Examples of infrastructure investments accessible through the equities market are Transurban, the company with ownership and operating rights over a number of tollways both in Australia and overseas, Sydney Airport running the country’s largest airport and AGL operating gas and electricity production, transmission and distribution businesses. Then there are specialised bonds such as the JEM (NSW) Schools index annuity bond, the Wyuna Water indexed annuity bond and the Novacare indexed annuity bond.
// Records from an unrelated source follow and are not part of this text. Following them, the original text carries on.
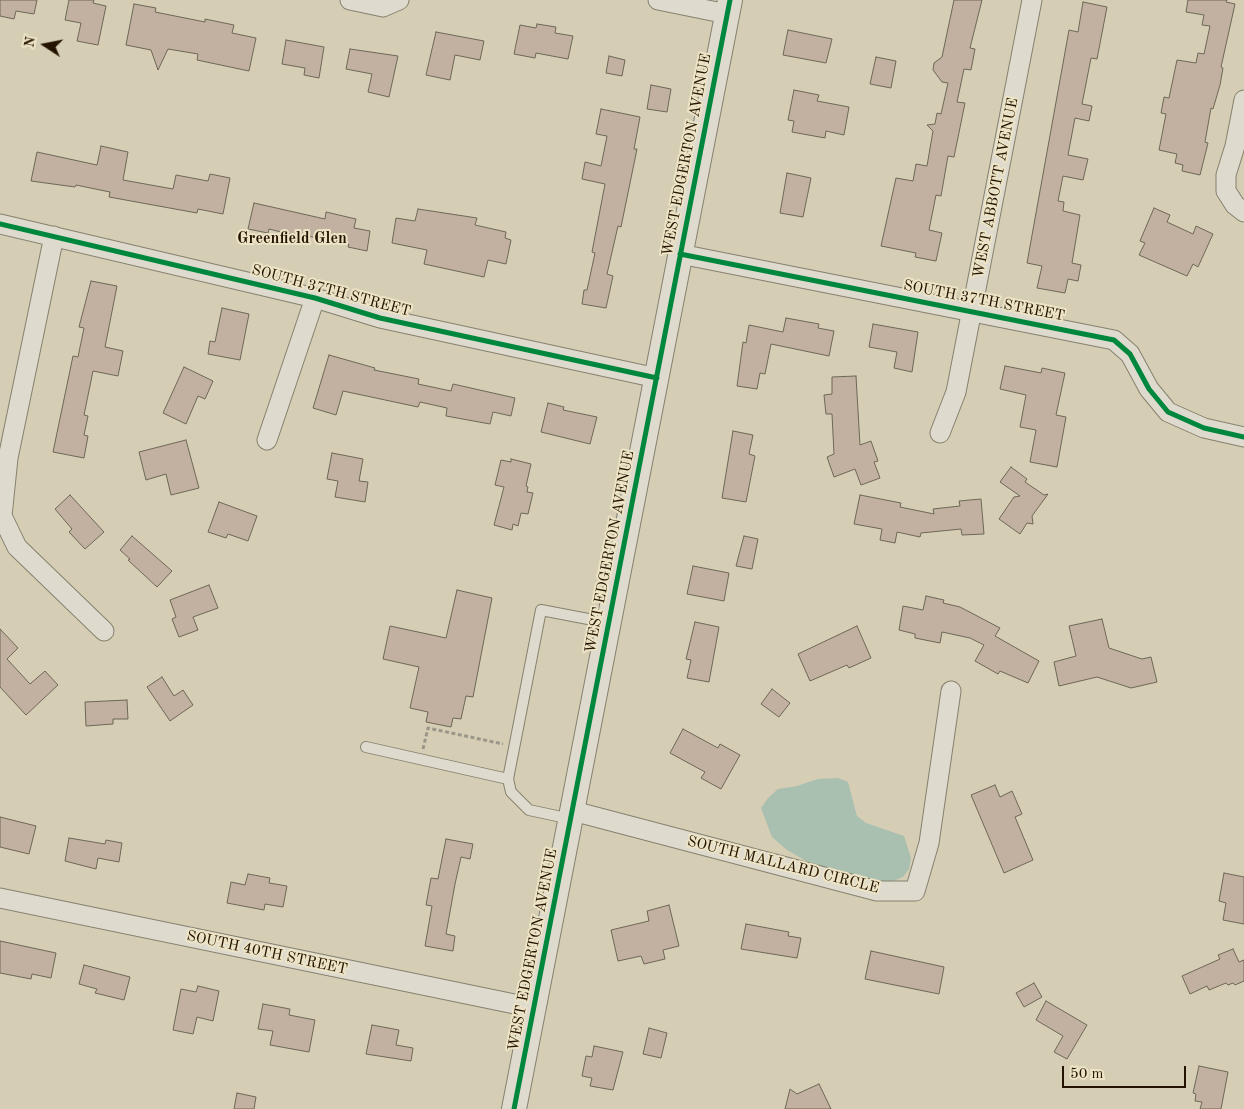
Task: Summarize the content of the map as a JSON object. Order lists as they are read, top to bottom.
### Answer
{
  "streets": {
    "street": [
      "WEST EDGERTON AVENUE",
      "WEST ABBOTT AVENUE",
      "SOUTH 37TH STREET",
      "SOUTH MALLARD CIRCLE",
      "SOUTH 40TH STREET"
    ]
  },
  "crossings": [
    ["WEST EDGERTON AVENUE", "SOUTH 37TH STREET"],
    ["WEST EDGERTON AVENUE", "SOUTH MALLARD CIRCLE"],
    ["WEST EDGERTON AVENUE", "SOUTH 40TH STREET"],
    ["WEST ABBOTT AVENUE", "SOUTH 37TH STREET"]
  ],
  "districts": ["Greenfield Glen"],
  "scale_bar": "50 m",
  "north": "left"
}
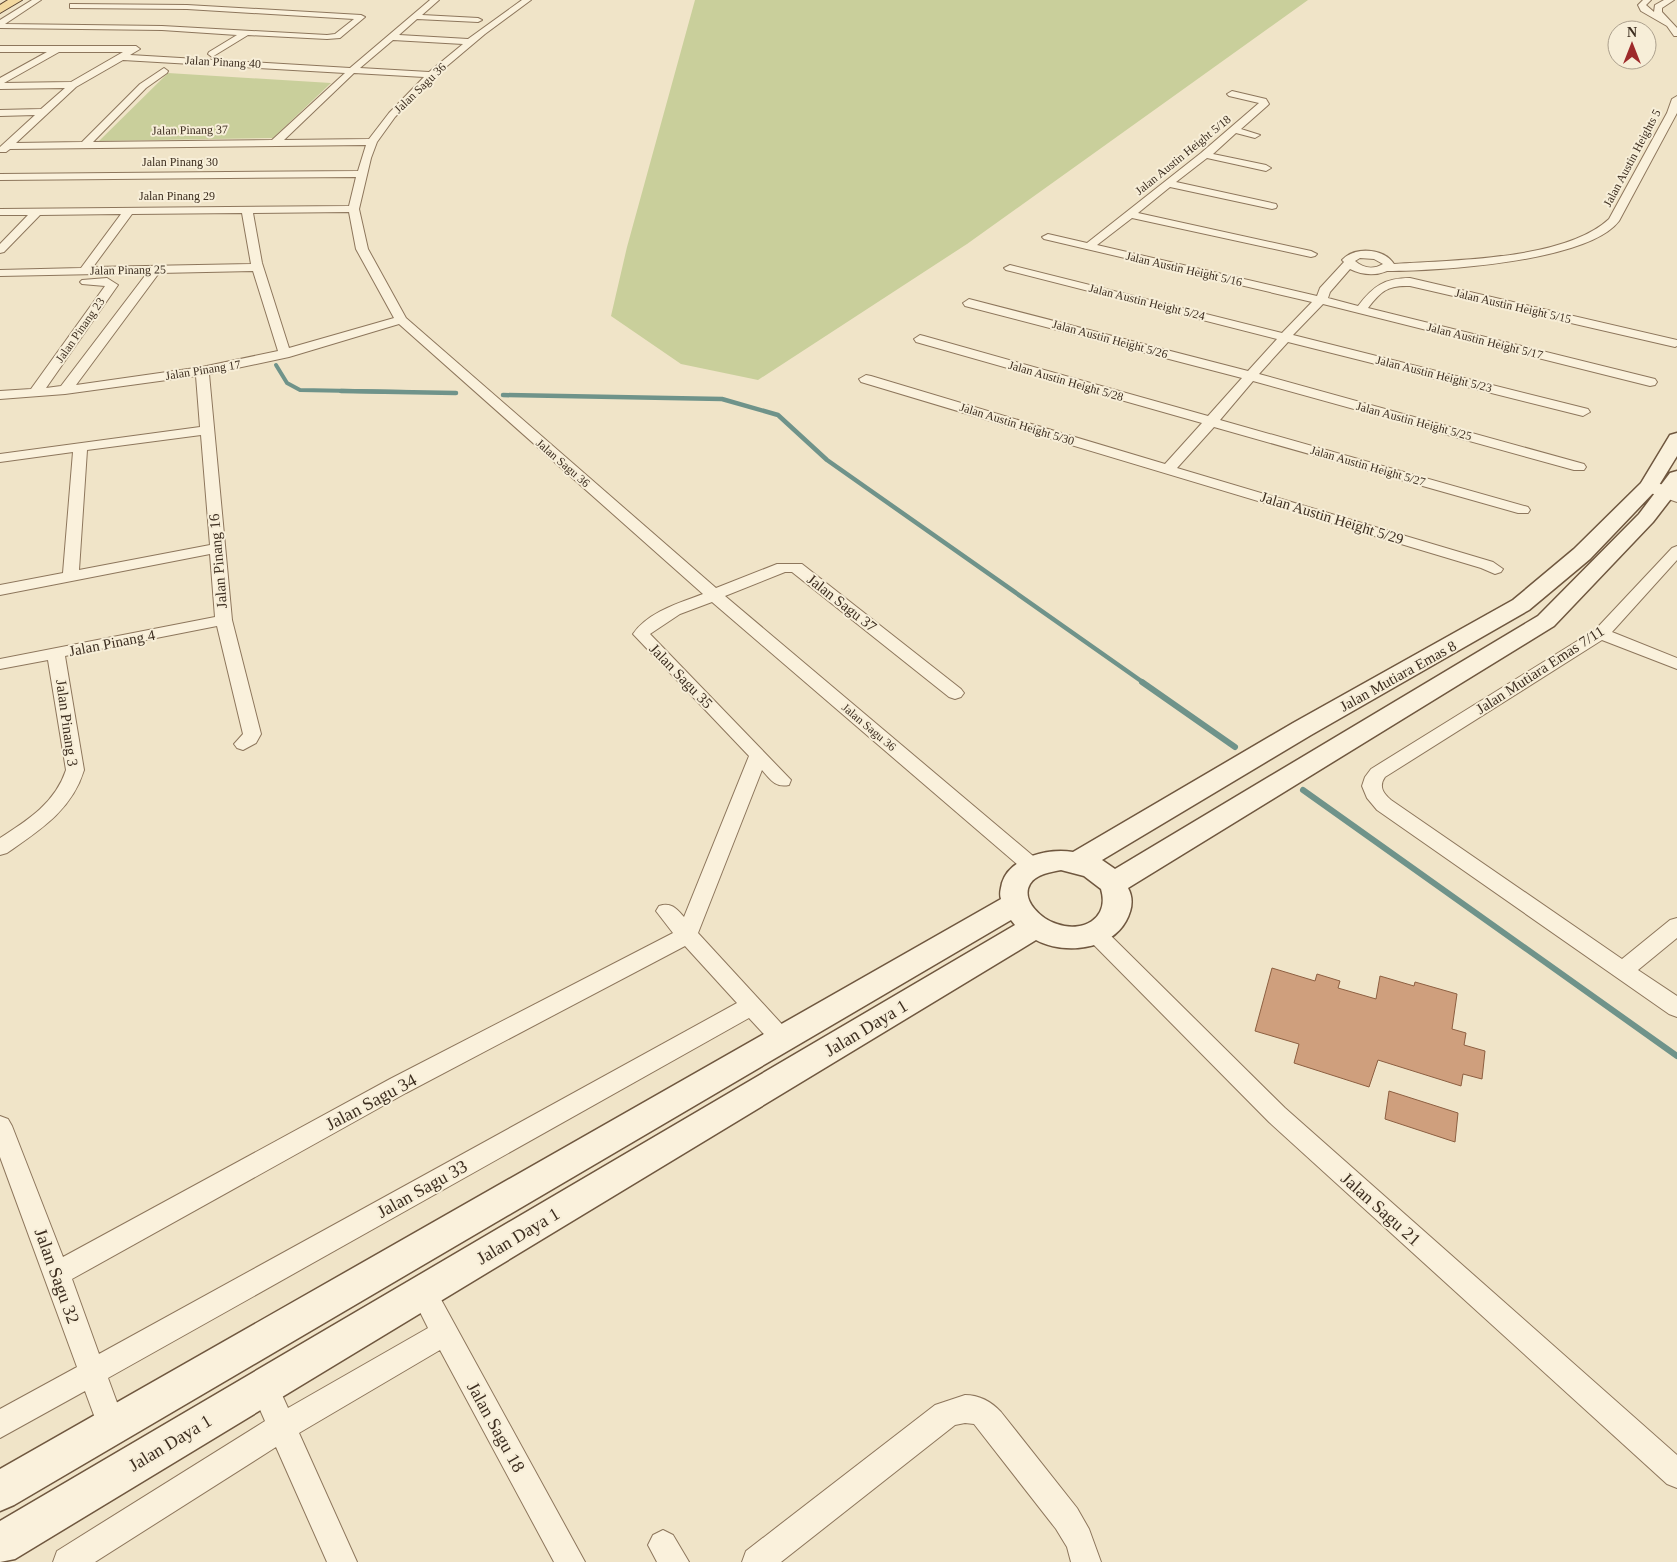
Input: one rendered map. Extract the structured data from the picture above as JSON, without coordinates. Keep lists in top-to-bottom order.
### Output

A common characteristic of most investment grade infrastructure businesses is the long term nature of their projects, their commonly regulated and sustainable returns that often include provisions that provide protection for interest rate changes. Many, but not all, are less sensitive to economic cycles than other assets. Generally, therefore infrastructure is considered to be less risky than traditional equities, but riskier than fixed-interest securities. Commensurately, the income returns are normally somewhat lower than for high yielding equities and the capital gain prospects are often more modest. However, the risk return equation varies considerably from one to the other depending on the sector concerned and the particular parameters of their underlying investments.
In general terms, infrastructure investments in Australia have a track record of producing attractive and reliable income returns with less volatility than other equity based investments. Many equity investors do consider this kind of investments as being boring – perhaps not a bad characteristic in uncertain times.